Prosody XMPP server also supports this and it's running happily on my server for quite some time now, replacing Openfire.

Hi, I need this feature. Is this Jira closed by mistake, impossible to add, lack of resource?

Yes, that would be a really, really welcome addition

Many moons ago when I looked at implementing this, I asked around and it seemed most people who needed it only needed a few (2-4) domains or domain aliasing (example.com and example.net go to the same place). The level of effort required to refactor OF to support this is pretty high, and the gains seem minimal. If you only need a few domains, you can set up multiple OF instances on the same system by giving the system multiple IPs and binding instances to specific IPs. Its not a solution for all problems, but there is not enough interest/drive from the development community to implement this feature. If its of value to you (or anyone else) your best bet would be to hire a programmer to implement the feature.
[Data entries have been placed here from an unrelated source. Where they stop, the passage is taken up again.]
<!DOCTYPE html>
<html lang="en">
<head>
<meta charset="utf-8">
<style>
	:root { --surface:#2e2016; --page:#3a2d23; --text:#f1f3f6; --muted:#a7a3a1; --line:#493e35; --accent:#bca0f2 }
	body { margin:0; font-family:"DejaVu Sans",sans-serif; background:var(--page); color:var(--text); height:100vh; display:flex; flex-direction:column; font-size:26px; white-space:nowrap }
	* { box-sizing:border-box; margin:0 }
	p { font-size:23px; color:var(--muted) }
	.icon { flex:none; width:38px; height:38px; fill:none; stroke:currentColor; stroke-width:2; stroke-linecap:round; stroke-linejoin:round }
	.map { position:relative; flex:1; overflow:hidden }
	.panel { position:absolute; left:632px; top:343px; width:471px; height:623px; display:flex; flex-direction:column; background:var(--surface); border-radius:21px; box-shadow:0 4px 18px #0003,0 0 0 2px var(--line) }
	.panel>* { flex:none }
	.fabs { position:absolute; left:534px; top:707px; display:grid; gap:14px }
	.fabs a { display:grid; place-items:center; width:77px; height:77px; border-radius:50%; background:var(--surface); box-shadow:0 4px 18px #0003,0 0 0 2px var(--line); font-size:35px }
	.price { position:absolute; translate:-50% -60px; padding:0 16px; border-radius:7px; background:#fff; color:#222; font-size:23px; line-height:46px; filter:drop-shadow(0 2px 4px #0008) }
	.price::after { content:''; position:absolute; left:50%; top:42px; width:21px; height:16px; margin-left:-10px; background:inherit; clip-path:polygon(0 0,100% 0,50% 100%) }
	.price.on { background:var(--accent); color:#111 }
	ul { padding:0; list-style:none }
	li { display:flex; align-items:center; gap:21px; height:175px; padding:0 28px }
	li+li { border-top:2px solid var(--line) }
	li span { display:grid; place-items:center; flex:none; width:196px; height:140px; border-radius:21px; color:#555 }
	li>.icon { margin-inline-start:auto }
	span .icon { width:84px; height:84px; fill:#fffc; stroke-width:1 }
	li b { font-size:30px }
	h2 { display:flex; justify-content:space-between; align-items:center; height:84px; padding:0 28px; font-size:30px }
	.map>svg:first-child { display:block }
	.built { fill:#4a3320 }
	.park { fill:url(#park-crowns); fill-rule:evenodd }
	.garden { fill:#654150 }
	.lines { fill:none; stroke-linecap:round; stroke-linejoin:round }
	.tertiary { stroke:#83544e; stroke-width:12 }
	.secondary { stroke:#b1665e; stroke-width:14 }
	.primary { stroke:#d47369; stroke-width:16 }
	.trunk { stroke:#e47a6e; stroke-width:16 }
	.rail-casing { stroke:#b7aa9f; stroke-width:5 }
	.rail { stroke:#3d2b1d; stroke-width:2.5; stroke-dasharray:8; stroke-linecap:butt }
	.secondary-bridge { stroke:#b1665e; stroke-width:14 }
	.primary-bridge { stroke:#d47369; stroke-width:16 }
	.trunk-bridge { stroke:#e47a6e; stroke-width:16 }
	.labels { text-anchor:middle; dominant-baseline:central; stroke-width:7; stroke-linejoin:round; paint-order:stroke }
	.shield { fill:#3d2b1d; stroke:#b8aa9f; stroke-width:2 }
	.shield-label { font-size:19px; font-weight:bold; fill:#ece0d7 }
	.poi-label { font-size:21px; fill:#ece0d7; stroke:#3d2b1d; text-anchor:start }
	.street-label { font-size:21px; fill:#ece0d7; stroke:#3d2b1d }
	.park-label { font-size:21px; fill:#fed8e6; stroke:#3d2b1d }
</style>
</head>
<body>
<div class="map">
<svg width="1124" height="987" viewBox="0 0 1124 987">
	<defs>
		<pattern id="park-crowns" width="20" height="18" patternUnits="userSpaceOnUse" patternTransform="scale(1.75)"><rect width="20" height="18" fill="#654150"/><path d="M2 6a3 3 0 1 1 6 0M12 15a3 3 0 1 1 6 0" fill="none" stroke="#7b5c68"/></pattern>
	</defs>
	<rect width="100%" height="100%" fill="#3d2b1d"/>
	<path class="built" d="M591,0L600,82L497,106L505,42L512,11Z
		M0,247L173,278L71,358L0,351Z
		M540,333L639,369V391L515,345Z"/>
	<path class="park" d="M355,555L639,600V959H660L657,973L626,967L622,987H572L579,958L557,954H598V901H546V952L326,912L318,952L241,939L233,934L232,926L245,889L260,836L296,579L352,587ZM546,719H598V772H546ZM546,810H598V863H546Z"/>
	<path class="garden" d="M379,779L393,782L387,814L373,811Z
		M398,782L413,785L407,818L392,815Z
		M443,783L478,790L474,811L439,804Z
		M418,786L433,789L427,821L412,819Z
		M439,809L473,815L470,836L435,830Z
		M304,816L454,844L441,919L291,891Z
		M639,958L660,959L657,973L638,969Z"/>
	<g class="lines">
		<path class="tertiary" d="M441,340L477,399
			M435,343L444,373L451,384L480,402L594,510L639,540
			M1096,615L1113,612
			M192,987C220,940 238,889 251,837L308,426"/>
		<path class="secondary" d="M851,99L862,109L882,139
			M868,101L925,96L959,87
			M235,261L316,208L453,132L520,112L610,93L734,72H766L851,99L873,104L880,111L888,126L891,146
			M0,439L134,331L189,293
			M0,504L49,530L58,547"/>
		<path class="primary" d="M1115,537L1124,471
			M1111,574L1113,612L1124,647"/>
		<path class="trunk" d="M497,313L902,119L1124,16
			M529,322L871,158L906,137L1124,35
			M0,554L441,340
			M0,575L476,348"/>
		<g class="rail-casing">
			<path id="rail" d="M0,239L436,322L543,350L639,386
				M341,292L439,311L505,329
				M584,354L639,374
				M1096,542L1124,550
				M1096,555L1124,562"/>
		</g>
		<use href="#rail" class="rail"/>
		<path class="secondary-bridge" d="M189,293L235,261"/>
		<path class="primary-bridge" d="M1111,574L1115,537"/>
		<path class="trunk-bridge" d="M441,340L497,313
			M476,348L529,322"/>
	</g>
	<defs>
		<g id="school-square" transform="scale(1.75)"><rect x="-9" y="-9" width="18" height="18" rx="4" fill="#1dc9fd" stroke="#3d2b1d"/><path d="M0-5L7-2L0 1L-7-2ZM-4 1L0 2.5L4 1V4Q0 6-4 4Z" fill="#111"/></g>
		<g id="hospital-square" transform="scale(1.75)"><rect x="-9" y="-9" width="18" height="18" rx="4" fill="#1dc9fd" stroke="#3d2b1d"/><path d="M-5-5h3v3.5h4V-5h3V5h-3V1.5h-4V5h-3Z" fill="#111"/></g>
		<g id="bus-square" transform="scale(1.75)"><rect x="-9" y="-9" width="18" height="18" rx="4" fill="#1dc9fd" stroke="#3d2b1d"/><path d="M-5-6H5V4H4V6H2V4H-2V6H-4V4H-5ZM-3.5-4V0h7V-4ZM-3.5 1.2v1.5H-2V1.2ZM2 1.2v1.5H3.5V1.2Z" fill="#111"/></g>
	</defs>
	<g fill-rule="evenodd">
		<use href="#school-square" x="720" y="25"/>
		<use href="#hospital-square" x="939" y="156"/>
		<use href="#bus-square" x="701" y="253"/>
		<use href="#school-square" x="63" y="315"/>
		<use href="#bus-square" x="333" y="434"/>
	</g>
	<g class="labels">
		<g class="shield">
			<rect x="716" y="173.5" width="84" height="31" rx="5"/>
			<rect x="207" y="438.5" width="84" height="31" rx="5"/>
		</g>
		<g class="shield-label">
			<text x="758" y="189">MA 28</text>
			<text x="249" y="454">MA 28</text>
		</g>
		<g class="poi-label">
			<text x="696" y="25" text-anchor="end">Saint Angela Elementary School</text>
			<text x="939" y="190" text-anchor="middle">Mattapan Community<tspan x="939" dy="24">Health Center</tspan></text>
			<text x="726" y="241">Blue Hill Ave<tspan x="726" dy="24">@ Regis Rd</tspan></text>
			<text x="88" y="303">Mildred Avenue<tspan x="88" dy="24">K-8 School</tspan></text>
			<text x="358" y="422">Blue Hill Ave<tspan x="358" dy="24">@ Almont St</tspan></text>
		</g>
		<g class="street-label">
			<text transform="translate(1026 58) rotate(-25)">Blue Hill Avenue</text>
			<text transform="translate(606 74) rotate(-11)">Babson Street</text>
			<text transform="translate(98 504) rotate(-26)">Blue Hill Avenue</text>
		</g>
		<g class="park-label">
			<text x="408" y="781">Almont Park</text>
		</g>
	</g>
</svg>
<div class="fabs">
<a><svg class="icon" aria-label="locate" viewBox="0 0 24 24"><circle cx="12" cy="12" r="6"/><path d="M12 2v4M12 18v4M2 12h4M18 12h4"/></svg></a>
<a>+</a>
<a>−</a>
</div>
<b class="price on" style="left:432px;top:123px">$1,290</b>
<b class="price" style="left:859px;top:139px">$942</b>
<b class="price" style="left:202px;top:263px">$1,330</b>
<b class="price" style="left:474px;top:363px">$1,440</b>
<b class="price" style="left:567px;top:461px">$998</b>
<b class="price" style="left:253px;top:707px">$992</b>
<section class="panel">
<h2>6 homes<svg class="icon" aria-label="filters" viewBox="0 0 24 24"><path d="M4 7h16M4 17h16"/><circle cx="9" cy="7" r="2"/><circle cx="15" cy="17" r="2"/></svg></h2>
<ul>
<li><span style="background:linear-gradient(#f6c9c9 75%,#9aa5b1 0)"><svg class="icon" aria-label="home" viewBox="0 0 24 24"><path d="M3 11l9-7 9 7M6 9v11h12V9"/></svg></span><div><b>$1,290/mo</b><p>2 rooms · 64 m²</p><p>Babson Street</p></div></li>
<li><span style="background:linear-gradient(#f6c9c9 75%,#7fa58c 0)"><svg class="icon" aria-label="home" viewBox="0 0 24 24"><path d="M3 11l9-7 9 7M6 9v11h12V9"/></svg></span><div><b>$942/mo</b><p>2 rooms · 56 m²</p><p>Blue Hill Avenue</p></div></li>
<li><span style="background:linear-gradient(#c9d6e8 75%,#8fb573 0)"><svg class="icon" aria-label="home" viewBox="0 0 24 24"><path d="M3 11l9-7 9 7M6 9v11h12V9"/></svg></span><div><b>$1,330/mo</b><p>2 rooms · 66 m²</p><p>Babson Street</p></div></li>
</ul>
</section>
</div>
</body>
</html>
It is possible to reopen this ticket?

Hi,

Is there any way to add multi-domain support in openfire by installing single server instance.
If this feature was enabled in newer versions please let us know the version number.

Please note that Openfire does not, and will not, support multi-tenancy. Please read the comments made earlier if you're interested in the reasoning behind this.

Despite popular demand, this decision will not be reverted. I am closing this issue, to prevent further comments on this issue.